__Exercise goal__: Set each record down exactly, excluding all images.

★ ★ ★ ★ ★ ★ ★

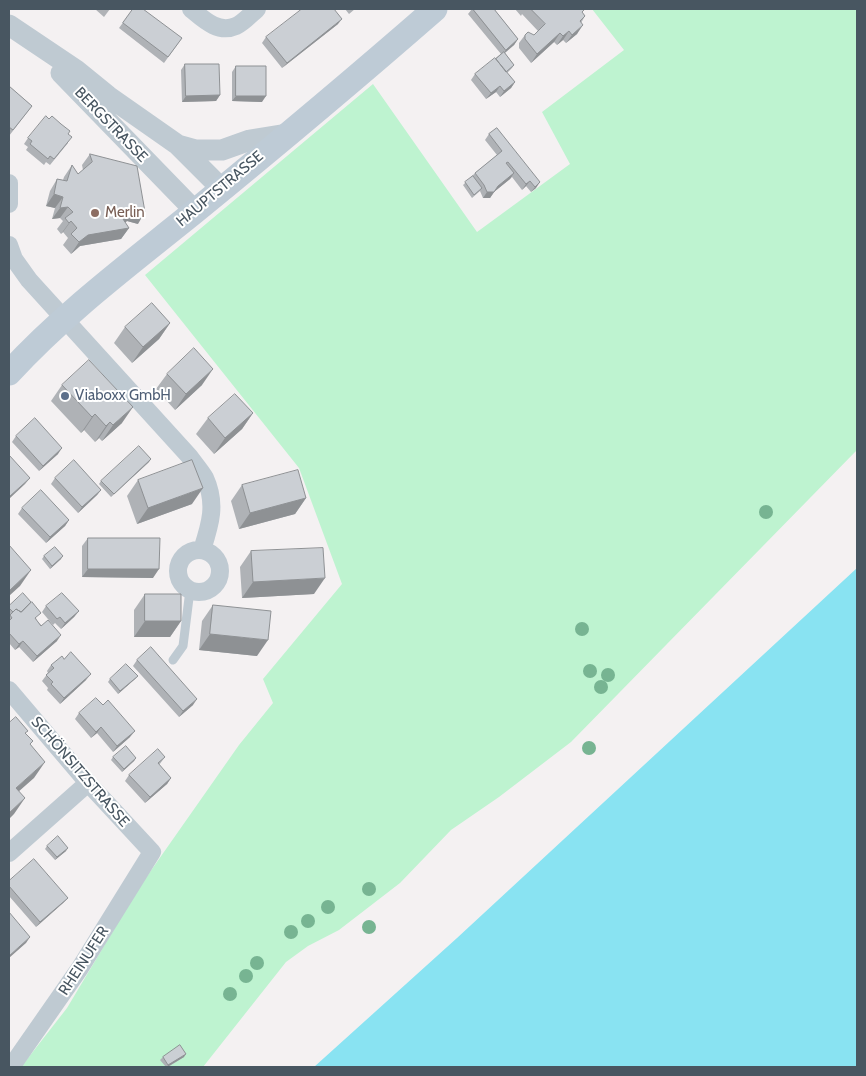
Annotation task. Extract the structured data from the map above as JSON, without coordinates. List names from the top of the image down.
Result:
{
  "streets": {
    "main road": ["HAUPTSTRASSE"],
    "street": ["BERGSTRASSE", "SCHÖNSITZSTRASSE", "RHEINUFER"]
  },
  "crossings": [
    ["BERGSTRASSE", "HAUPTSTRASSE"],
    ["SCHÖNSITZSTRASSE", "RHEINUFER"]
  ],
  "places": ["Merlin", "Viaboxx GmbH"]
}
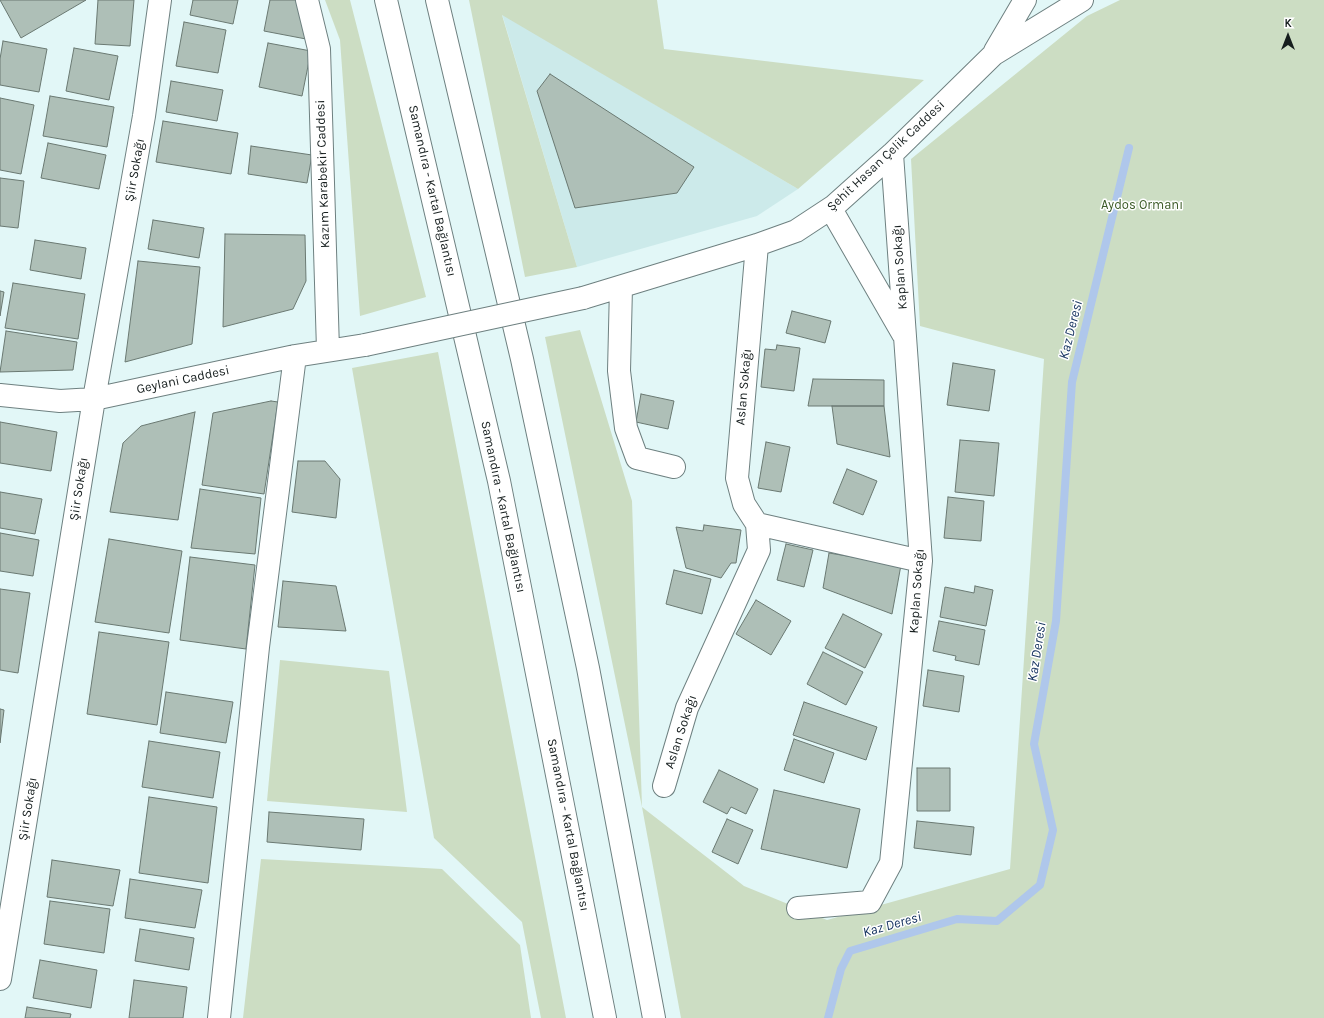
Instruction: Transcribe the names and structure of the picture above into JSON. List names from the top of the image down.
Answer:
{
  "streets": {
    "main road": [
      "Şehit Hasan Çelik Caddesi",
      "Şiir Sokağı",
      "Kazım Karabekir Caddesi",
      "Samandıra - Kartal Bağlantısı",
      "Kaplan Sokağı",
      "Geylani Caddesi",
      "Aslan Sokağı"
    ]
  },
  "crossings": [
    ["Şehit Hasan Çelik Caddesi", "Kaplan Sokağı"],
    ["Şehit Hasan Çelik Caddesi", "Geylani Caddesi"],
    ["Şehit Hasan Çelik Caddesi", "Aslan Sokağı"],
    ["Şiir Sokağı", "Geylani Caddesi"],
    ["Kazım Karabekir Caddesi", "Geylani Caddesi"]
  ],
  "water": ["Kaz Deresi"],
  "parks": ["Aydos Ormanı"],
  "north": "top"
}
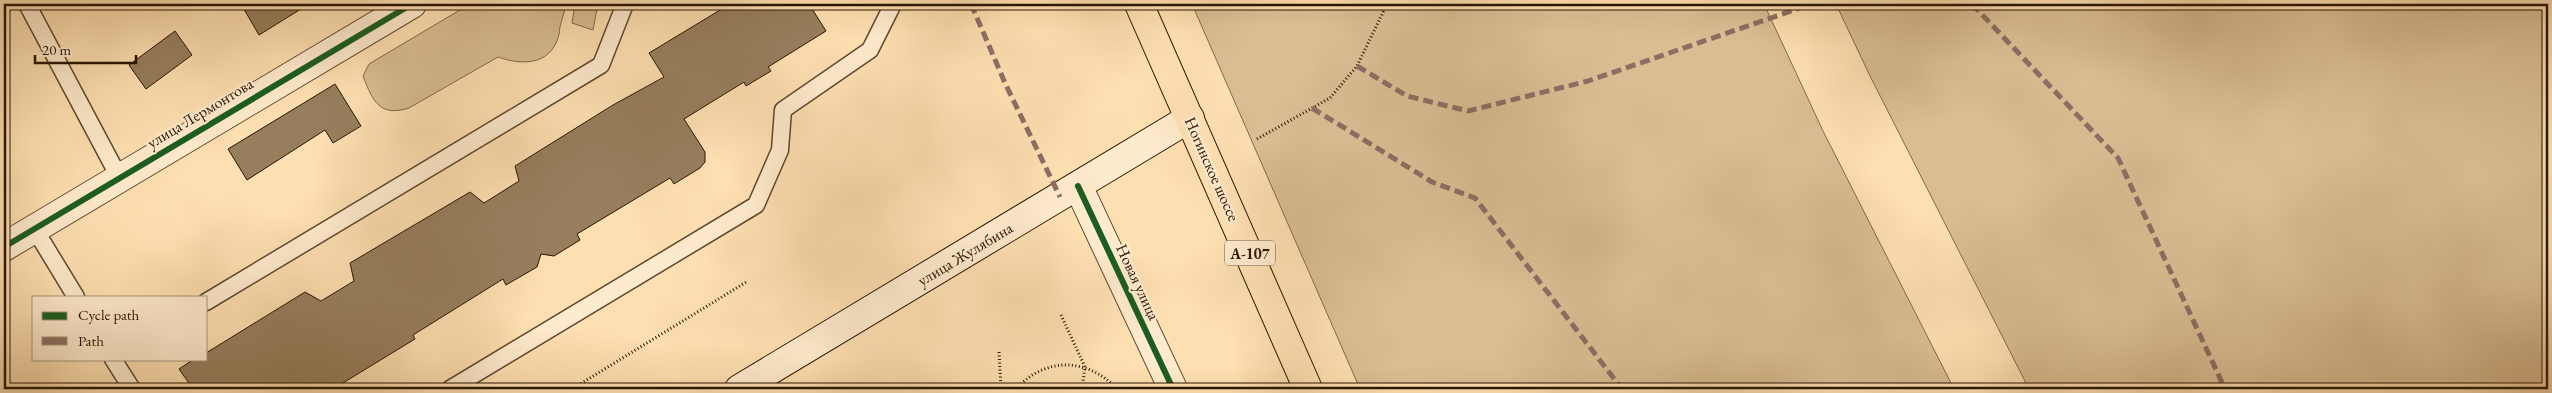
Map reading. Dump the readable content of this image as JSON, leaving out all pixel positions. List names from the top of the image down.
{
  "streets": {
    "highway": ["Ногинское шоссе", "А-107"],
    "street": ["улица Лермонтова", "улица Жулябина", "Новая улица"]
  },
  "crossings": [
    ["Ногинское шоссе", "улица Жулябина"],
    ["улица Жулябина", "Новая улица"]
  ],
  "legend": ["Cycle path", "Path"],
  "scale_bar": "20 m"
}
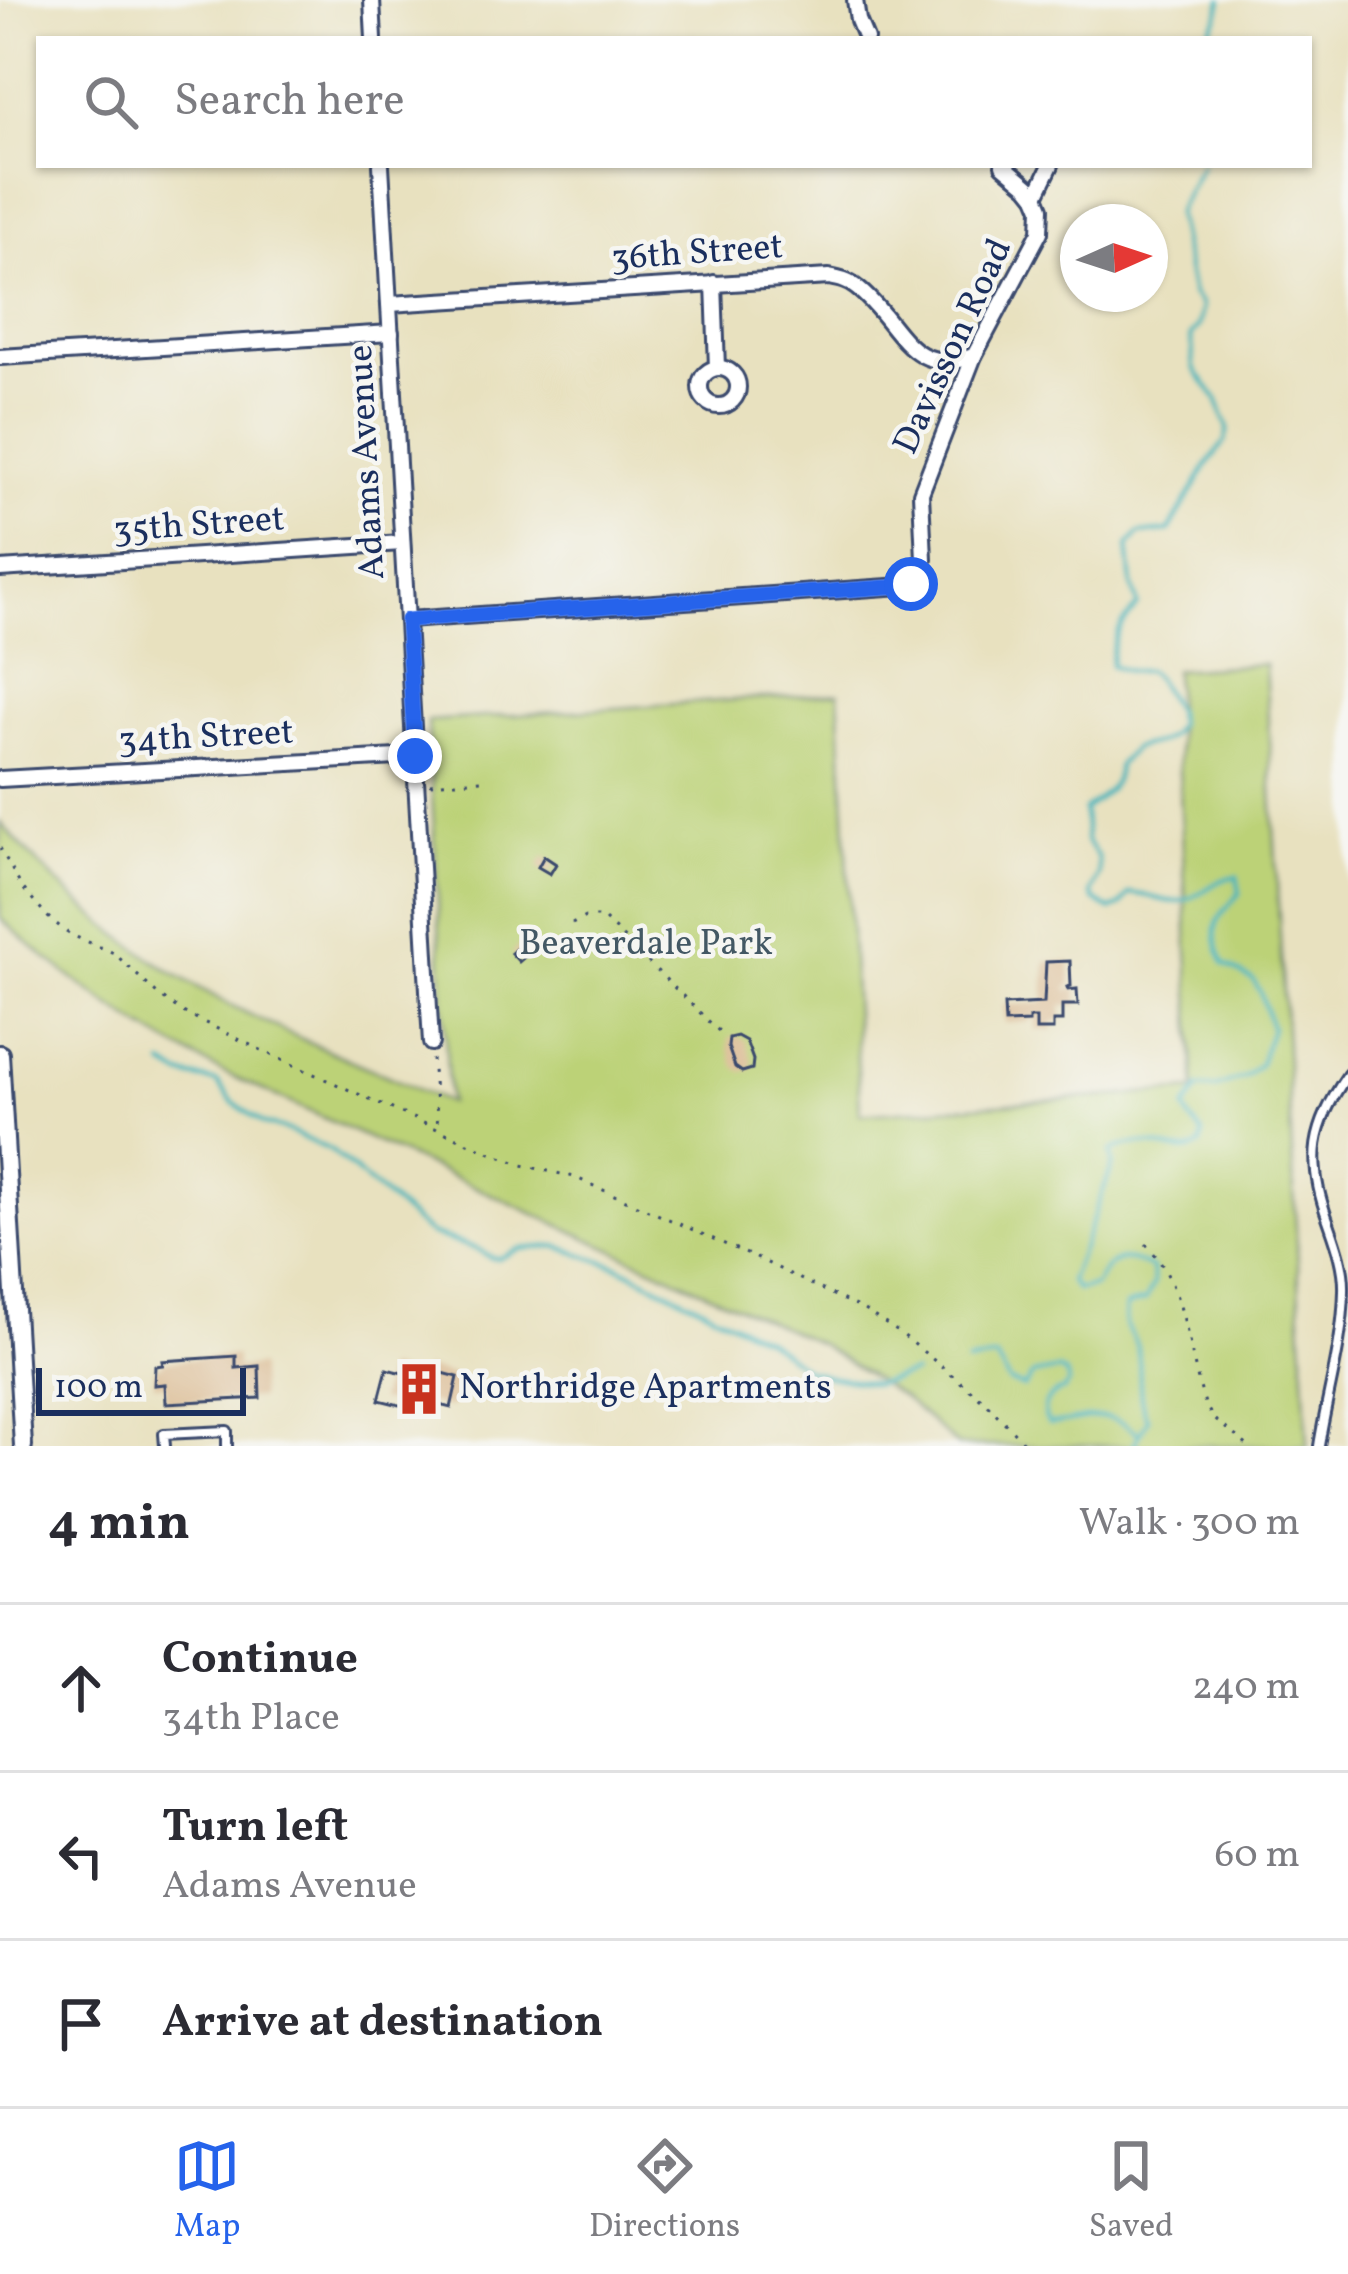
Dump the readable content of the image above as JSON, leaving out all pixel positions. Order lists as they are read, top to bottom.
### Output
{
  "streets": {
    "street": [
      "36th Street",
      "Davisson Road",
      "Adams Avenue",
      "35th Street",
      "34th Street"
    ]
  },
  "crossings": [
    ["36th Street", "Davisson Road"],
    ["36th Street", "Adams Avenue"],
    ["Davisson Road", "Adams Avenue"],
    ["Adams Avenue", "35th Street"],
    ["Adams Avenue", "34th Street"]
  ],
  "parks": ["Beaverdale Park"],
  "places": {
    "building": ["Northridge Apartments"]
  },
  "scale_bar": "100 m",
  "north": "right",
  "page": {
    "search": "Search here",
    "scale": "100 m",
    "heading": ["4 min", "Walk · 300 m"],
    "list": [
      ["Continue", "34th Place", "240 m"],
      ["Turn left", "Adams Avenue", "60 m"],
      "Arrive at destination"
    ],
    "nav": ["Map", "Directions", "Saved"]
  }
}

★ ★ ★ ★ ★ ★ ★

__Answer to this task__:
Annotation task. Extract the structured data from the map above as JSON, without coordinates. List names from the top of the image down.
Result:
{
  "streets": {
    "main road": ["HAUPTSTRASSE"],
    "street": ["BERGSTRASSE", "SCHÖNSITZSTRASSE", "RHEINUFER"]
  },
  "crossings": [
    ["BERGSTRASSE", "HAUPTSTRASSE"],
    ["SCHÖNSITZSTRASSE", "RHEINUFER"]
  ],
  "places": ["Merlin", "Viaboxx GmbH"]
}
Instruction: Transcribe the names and structure of the picture above into JSON. List names from the top of the image down.
Answer:
{
  "streets": {
    "main road": [
      "Şehit Hasan Çelik Caddesi",
      "Şiir Sokağı",
      "Kazım Karabekir Caddesi",
      "Samandıra - Kartal Bağlantısı",
      "Kaplan Sokağı",
      "Geylani Caddesi",
      "Aslan Sokağı"
    ]
  },
  "crossings": [
    ["Şehit Hasan Çelik Caddesi", "Kaplan Sokağı"],
    ["Şehit Hasan Çelik Caddesi", "Geylani Caddesi"],
    ["Şehit Hasan Çelik Caddesi", "Aslan Sokağı"],
    ["Şiir Sokağı", "Geylani Caddesi"],
    ["Kazım Karabekir Caddesi", "Geylani Caddesi"]
  ],
  "water": ["Kaz Deresi"],
  "parks": ["Aydos Ormanı"],
  "north": "top"
}
Map reading. Dump the readable content of this image as JSON, leaving out all pixel positions. List names from the top of the image down.
{
  "streets": {
    "highway": ["Ногинское шоссе", "А-107"],
    "street": ["улица Лермонтова", "улица Жулябина", "Новая улица"]
  },
  "crossings": [
    ["Ногинское шоссе", "улица Жулябина"],
    ["улица Жулябина", "Новая улица"]
  ],
  "legend": ["Cycle path", "Path"],
  "scale_bar": "20 m"
}
Dump the readable content of the image above as JSON, leaving out all pixel positions. Order lists as they are read, top to bottom.
### Output
{
  "streets": {
    "street": [
      "36th Street",
      "Davisson Road",
      "Adams Avenue",
      "35th Street",
      "34th Street"
    ]
  },
  "crossings": [
    ["36th Street", "Davisson Road"],
    ["36th Street", "Adams Avenue"],
    ["Davisson Road", "Adams Avenue"],
    ["Adams Avenue", "35th Street"],
    ["Adams Avenue", "34th Street"]
  ],
  "parks": ["Beaverdale Park"],
  "places": {
    "building": ["Northridge Apartments"]
  },
  "scale_bar": "100 m",
  "north": "right",
  "page": {
    "search": "Search here",
    "scale": "100 m",
    "heading": ["4 min", "Walk · 300 m"],
    "list": [
      ["Continue", "34th Place", "240 m"],
      ["Turn left", "Adams Avenue", "60 m"],
      "Arrive at destination"
    ],
    "nav": ["Map", "Directions", "Saved"]
  }
}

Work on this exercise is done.